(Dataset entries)
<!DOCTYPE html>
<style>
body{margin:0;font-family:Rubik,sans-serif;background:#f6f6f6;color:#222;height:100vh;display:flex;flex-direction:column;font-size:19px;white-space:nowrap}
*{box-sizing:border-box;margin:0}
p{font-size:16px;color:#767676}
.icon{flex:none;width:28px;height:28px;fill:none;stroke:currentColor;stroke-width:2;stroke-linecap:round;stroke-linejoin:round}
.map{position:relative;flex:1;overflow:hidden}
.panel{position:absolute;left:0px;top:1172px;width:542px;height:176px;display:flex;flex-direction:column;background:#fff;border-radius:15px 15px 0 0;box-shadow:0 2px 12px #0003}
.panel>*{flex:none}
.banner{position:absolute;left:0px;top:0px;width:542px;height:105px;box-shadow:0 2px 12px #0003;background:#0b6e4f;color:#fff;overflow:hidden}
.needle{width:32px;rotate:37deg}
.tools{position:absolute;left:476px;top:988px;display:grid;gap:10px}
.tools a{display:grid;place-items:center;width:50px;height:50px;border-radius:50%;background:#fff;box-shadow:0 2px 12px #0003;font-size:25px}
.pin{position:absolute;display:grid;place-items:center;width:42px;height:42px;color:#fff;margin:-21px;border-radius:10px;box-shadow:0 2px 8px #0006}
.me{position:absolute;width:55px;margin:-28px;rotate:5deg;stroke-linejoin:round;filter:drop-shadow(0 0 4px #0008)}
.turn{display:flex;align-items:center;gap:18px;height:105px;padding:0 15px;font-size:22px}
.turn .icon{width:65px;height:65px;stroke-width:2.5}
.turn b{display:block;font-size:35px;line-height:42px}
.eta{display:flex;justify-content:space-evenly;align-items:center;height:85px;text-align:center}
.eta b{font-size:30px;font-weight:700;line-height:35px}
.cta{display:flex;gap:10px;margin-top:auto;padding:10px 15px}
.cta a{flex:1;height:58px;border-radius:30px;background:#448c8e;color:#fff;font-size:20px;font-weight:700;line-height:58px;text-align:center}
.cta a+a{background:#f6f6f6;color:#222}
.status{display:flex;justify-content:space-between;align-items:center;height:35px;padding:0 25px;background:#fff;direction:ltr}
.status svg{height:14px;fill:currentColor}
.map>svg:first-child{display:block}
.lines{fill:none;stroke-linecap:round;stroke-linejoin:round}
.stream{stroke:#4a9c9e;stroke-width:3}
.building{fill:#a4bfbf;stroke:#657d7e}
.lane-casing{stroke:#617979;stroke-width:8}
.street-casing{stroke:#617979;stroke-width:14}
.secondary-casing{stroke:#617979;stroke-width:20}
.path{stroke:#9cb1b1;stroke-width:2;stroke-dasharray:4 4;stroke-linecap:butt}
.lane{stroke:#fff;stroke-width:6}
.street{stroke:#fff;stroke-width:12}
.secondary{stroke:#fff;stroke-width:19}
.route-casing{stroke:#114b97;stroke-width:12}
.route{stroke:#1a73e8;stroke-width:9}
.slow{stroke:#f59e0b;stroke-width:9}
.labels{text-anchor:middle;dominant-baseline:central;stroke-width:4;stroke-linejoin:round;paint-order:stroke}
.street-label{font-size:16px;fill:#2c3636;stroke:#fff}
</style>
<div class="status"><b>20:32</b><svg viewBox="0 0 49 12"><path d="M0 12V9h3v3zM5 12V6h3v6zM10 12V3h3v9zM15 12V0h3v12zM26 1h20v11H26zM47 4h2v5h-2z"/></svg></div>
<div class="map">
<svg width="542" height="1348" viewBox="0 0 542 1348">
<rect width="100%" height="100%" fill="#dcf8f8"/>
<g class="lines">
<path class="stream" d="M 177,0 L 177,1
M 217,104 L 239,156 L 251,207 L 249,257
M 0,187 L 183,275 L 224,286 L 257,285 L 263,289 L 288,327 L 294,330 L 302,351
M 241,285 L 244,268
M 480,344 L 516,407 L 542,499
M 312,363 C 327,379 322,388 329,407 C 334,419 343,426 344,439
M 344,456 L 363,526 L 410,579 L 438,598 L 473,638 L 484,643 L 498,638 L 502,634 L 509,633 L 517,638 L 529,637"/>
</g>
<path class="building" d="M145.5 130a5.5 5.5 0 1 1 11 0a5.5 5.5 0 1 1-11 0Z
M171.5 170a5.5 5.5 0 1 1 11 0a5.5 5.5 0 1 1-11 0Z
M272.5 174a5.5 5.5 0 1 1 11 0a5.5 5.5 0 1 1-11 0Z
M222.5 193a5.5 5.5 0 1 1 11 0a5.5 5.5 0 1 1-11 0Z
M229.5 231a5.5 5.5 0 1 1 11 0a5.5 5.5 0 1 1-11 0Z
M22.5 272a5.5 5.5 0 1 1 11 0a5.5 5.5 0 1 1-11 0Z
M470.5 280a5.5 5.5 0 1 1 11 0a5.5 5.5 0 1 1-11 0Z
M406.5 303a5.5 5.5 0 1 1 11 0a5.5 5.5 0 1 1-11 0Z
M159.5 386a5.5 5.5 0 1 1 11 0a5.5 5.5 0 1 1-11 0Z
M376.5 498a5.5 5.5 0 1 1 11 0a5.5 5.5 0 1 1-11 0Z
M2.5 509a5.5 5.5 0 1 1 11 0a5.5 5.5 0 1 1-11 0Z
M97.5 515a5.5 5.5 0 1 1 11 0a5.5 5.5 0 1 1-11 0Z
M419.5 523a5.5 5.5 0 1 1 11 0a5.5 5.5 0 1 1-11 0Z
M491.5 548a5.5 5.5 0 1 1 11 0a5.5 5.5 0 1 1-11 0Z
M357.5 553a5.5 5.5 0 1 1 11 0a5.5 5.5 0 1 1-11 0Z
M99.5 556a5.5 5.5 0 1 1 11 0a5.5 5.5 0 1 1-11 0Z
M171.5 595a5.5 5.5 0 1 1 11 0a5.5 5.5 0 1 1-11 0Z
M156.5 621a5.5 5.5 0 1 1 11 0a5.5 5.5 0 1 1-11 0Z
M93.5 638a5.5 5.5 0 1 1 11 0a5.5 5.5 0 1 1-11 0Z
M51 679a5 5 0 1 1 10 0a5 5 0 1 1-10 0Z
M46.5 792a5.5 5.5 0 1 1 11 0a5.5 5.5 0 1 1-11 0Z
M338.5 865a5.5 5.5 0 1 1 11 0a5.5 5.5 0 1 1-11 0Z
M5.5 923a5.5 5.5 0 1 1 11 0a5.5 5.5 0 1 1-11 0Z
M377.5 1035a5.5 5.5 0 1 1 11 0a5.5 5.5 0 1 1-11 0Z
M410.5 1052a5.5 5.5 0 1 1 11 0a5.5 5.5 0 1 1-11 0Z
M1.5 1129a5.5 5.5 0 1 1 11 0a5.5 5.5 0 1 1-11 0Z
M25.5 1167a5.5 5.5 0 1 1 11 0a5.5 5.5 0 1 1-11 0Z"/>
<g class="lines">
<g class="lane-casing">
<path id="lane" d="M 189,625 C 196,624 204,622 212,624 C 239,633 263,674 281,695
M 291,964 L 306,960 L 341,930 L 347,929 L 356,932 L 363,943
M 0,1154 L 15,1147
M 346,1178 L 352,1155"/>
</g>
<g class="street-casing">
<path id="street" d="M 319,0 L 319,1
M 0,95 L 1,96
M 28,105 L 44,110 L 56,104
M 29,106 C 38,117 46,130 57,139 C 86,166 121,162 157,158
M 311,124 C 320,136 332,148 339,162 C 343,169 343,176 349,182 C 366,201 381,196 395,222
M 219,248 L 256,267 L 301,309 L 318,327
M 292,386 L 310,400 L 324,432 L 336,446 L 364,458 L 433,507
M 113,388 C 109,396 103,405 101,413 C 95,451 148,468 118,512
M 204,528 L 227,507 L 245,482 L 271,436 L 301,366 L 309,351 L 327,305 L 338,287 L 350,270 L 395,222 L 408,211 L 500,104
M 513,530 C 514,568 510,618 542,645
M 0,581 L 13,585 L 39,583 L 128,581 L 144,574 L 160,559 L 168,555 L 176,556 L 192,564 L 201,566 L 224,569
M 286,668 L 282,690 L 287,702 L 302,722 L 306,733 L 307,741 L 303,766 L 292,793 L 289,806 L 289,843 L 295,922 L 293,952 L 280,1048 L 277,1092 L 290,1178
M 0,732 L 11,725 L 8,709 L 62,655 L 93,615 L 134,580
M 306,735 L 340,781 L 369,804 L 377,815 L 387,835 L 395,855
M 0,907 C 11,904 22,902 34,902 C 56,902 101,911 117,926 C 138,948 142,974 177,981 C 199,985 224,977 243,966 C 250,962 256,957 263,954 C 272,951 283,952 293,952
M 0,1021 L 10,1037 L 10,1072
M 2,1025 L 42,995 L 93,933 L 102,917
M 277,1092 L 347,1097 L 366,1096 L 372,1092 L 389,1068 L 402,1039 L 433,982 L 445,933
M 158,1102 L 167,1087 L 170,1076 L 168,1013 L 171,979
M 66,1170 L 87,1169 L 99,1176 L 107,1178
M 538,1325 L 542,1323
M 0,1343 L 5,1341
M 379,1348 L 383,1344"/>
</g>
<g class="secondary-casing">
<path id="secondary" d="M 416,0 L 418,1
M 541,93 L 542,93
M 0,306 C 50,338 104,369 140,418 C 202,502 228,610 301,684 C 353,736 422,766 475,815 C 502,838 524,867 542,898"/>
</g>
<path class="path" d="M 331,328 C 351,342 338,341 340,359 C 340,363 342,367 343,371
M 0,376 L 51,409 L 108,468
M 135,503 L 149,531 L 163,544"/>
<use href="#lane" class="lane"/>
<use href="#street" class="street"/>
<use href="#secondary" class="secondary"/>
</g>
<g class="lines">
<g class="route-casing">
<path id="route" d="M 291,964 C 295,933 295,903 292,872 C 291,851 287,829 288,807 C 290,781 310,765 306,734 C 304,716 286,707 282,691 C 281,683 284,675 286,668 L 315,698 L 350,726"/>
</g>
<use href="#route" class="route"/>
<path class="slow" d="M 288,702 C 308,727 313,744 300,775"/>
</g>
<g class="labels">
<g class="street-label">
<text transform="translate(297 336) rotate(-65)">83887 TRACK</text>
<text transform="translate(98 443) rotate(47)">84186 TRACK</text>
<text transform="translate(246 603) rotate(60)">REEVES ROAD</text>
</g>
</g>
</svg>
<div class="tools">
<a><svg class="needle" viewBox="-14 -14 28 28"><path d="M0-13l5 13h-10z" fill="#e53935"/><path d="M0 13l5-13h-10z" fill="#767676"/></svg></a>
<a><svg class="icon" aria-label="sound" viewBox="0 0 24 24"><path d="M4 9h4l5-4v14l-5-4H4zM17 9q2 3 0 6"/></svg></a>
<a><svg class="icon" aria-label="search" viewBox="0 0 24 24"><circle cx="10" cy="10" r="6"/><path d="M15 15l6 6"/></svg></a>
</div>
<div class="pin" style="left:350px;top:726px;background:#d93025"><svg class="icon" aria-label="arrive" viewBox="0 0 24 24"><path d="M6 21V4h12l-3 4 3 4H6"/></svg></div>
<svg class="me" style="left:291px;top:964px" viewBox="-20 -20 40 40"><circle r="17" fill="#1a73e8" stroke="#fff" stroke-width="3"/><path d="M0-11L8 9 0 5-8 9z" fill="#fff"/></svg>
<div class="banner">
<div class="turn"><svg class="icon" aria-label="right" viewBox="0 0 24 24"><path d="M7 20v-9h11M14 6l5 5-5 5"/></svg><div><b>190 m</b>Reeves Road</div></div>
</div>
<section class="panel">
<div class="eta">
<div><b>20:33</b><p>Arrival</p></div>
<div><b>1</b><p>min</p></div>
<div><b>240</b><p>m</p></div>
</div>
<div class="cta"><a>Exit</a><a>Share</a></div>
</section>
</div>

▸ Your assignment
Check every line of the records, and copy the ones that hold the word "none".

▸ Solution for this task
.icon{flex:none;width:28px;height:28px;fill:none;stroke:currentColor;stroke-width:2;stroke-linecap:round;stroke-linejoin:round}
.panel>*{flex:none}
.lines{fill:none;stroke-linecap:round;stroke-linejoin:round}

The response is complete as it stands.